The state of the back office with Torpago

This interview has been edited for length and clarity.

The Financial Revolutionist: What is Torpago?

Brent Jackson: We're building the next generation of business spend management software. The way I describe it is we’re helping companies simplify all of their business spending and back-office needs. We launched with corporate credit cards, and we're quickly adding on new features to help better serve the back office. 

Our core product, Visa commercial charge cards, allow you to better manage the expense process. We built one connected finance platform to issue cards to your employees, empower them to spend and manage the whole expense lifecycle from swiping to approving to syncing with your HR accounting systems, the whole works. 

We’ve got about 1200 SMB customers right now. We're seeing this huge transformation away from the legacy providers to the newer fintechs like ourselves. 

Over the past three years it feels as though, especially for SMBs, the Covid-19 pandemic has brought this urge to digitize. Not being able to physically go to a bank branch anymore, having banks realize that they need mobile deposits and digital-facing services. Has there been a similar phenomenon for these back-office functions?

For sure. Just taking the corporate card: What a lot of businesses would do in the past—and I'm not saying this is by any means right—is they would share a couple credit cards. So the senior folks would have an Amex card that they’d pass around the office. 

That's kind of difficult when you have a remote team across the world or the country. We're totally seeing that in the back office and that’s just one little example with cards. Enter companies like us: all of our cards are tokenized with one or two clicks, and you can add it to your Apple wallet or digital wallet. You've got a card number on the fly anywhere in the world. Getting access to cards in real time has been a huge push for the back office.

What kinds of demands have you seen from the back office over the past few years that maybe you didn't anticipate?

That's a good question. We definitely anticipated it, but maybe not the full scope of it: the need to connect to all the different tools. Whether it’s something like NetSuite for accounting, UKG for HR, or Slack for productivity. The back office plays a lot of roles, and they use a lot of systems, so making sure that you have a modern system that integrates with all your tools is something pretty big that we get a lot of requests for.

We’re also seeing a lot of need for more flexible capital; they're looking for longer repayment cycles, free lines of credit, or charge cards so they can purchase more materials and keep up with demand. 

Where do you see the back office headed both this year and beyond that—and to what extent do you think SMBs are ready for that transformation versus startups, which are more tech-focused businesses?
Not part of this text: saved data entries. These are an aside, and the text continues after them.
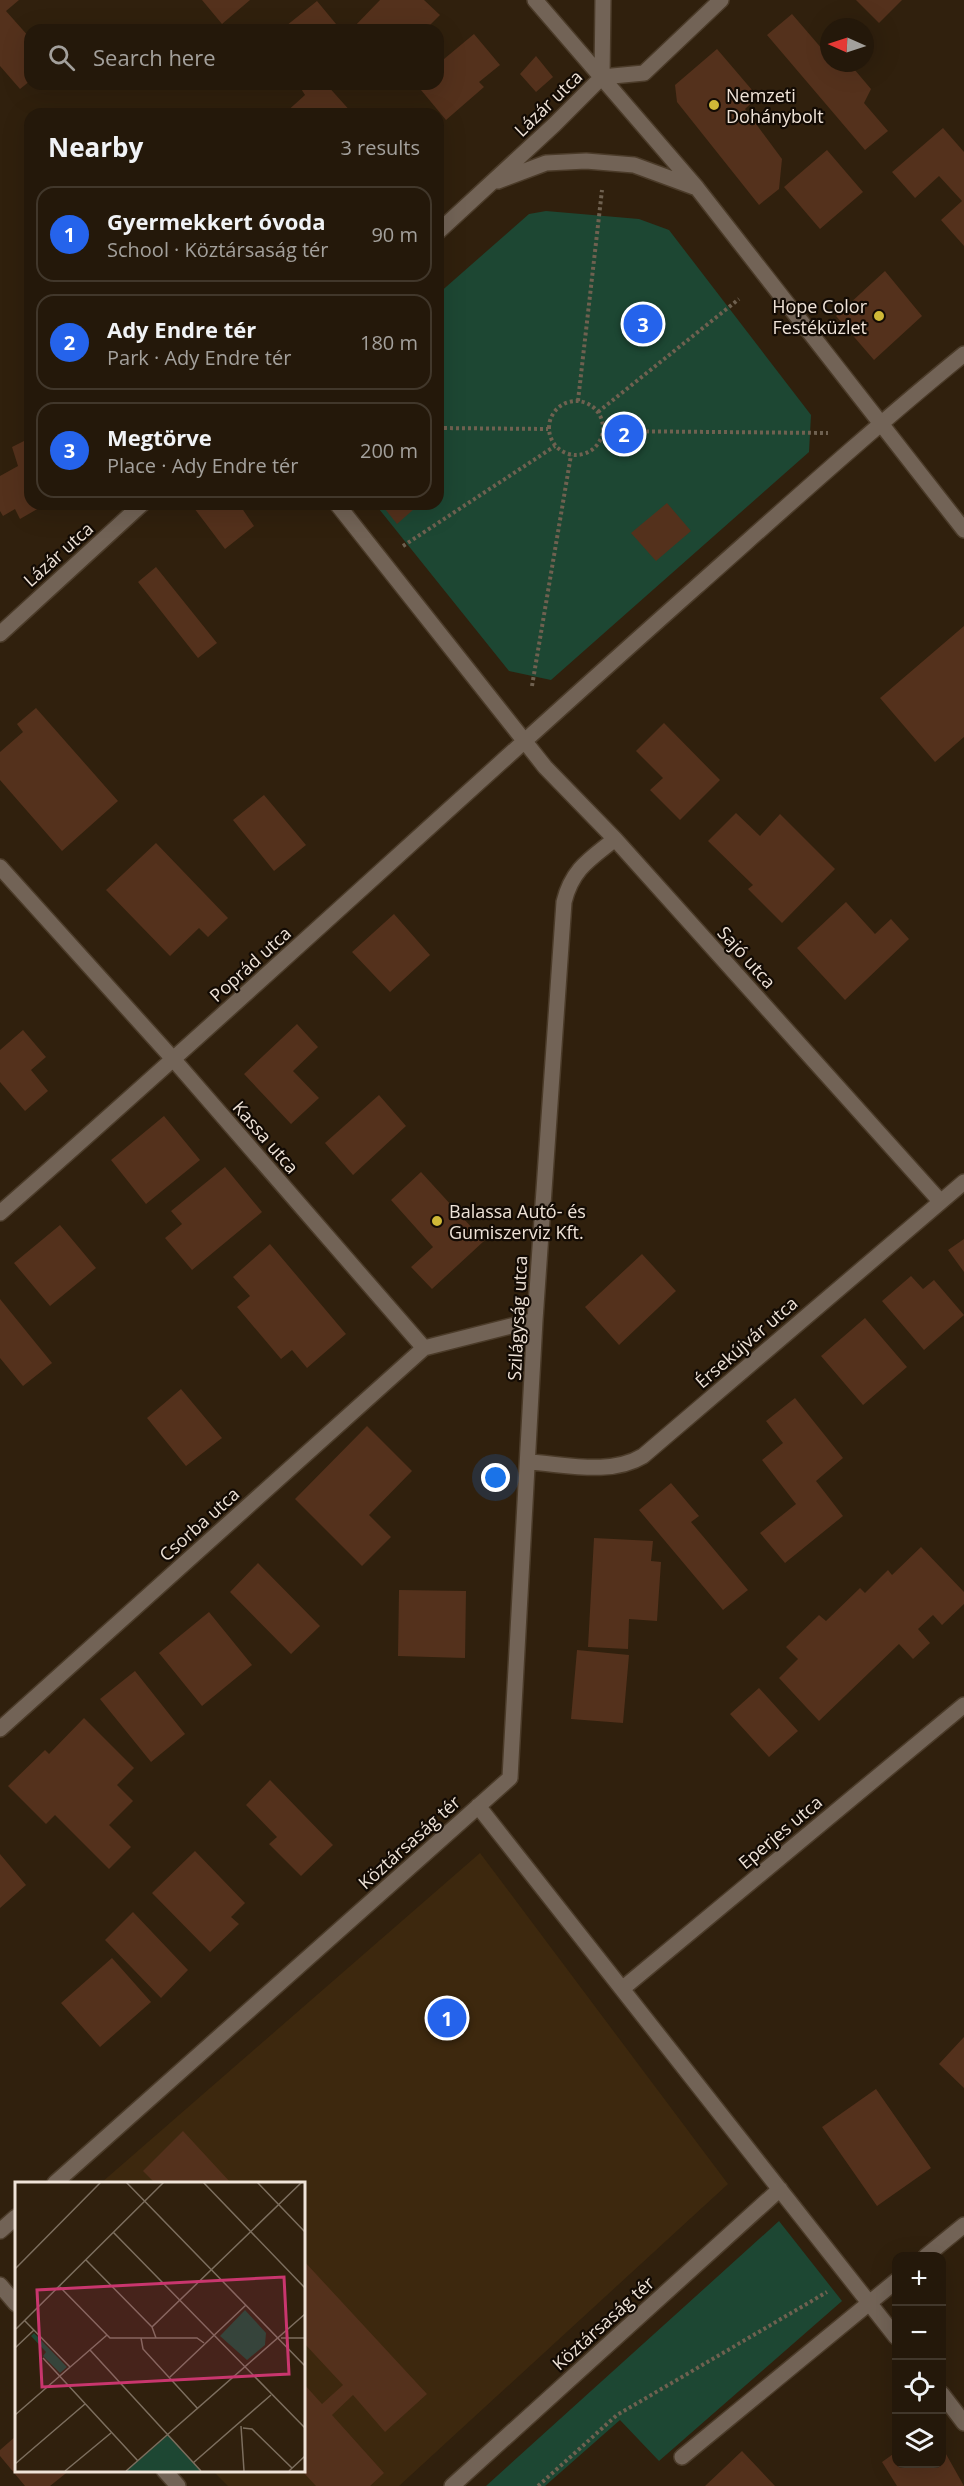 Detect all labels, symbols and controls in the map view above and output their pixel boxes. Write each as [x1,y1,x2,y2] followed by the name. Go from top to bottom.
[820,18,874,72] north arrow
[24,24,444,90] search box
[45,41,78,74] icon: search
[93,42,216,72] text: Search here
[509,65,587,141] street label: Lázár utca
[726,83,824,128] place label: Nemzeti Dohánybolt
[707,98,721,112] marker: Nemzeti Dohánybolt
[48,129,143,165] text: Nearby
[340,134,420,161] text: 3 results
[107,206,326,236] text: Gyermekkert óvoda
[64,221,75,248] text: 1
[371,221,418,248] text: 90 m
[107,236,329,263] text: School · Köztársaság tér
[772,294,868,339] place label: Hope Color Festéküzlet
[624,302,662,346] pin: 3
[872,309,886,323] marker: Hope Color Festéküzlet
[107,314,256,344] text: Ady Endre tér
[64,329,75,356] text: 2
[360,329,418,356] text: 180 m
[107,344,291,371] text: Park · Ady Endre tér
[604,412,644,456] pin: 2
[107,422,212,452] text: Megtörve
[64,437,75,464] text: 3
[360,437,418,464] text: 200 m
[107,452,299,479] text: Place · Ady Endre tér
[18,516,98,592] street label: Lázár utca
[204,921,296,1007] street label: Poprád utca
[713,921,781,993] street label: Sajó utca
[228,1096,304,1178] street label: Kassa utca
[449,1199,586,1244] place label: Balassa Autó- és Gumiszerviz Kft.
[430,1214,444,1228] marker: Balassa Autó- és Gumiszerviz Kft.
[502,1255,532,1381] street label: Szilágyság utca
[690,1291,802,1393] street label: Érsekújvár utca
[481,1463,510,1492] your location
[154,1482,244,1566] street label: Csorba utca
[353,1789,466,1894] street label: Köztársaság tér
[733,1790,827,1874] street label: Eperjes utca
[428,1996,466,2040] pin: 1
[15,2182,304,2471] inset map
[892,2252,946,2468] map controls
[892,2252,946,2306] button: +
[547,2270,660,2375] street label: Köztársaság tér
[892,2306,946,2360] button: −
[892,2360,946,2414] button: locate
[892,2414,946,2468] button: layers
Traditionally, it was a lot of startups that would champion, utilize, and take advantage of newer technologies around the back office. Traditionally, your more mainstream verticals didn't really benefit from this, but we’re seeing them now on the forefront of automating the back office. The majority of our customers are not venture-backed companies, and are non tech-enabled businesses. We’re seeing that work from home and the pandemic—these winds coming together—have forced companies to see what’s out there. 

And they all want to start using the new technology, whether it's OCR-received intelligence or API connectivity. Going forward, 2023 and beyond, you'll see more back offices get out of Excel and manual data entry, and take advantage of a lot of these tools that are out there to streamline their workflow and just make their lives easier. I think the reach of a lot of these new tech companies is starting to broaden and the back office is definitely benefiting. 

Are there things from a product perspective that are different for serving SMB back offices versus startup back offices? 

At its core, a back office is a back office, but with non-startup companies we definitely provide more professional services like white-glove onboarding. We've built up more automation around the onboarding, the training materials, our 24/7 support, so we definitely have more support. We really try and enable their success a lot more.

Over the course of your interfacing with the back office, what are trends or practices you feel like other fintechs should know about if they want to work in the back-office space?

I think the back office doesn’t get a lot of credit and it’s looking to innovate. They’re always looking for new tools. They're looking to work with new companies. They're looking for ways to improve their team's life and the functionality of the back office. 

I would say if you're a fintech founder, reach out to these folks. They're all pretty receptive.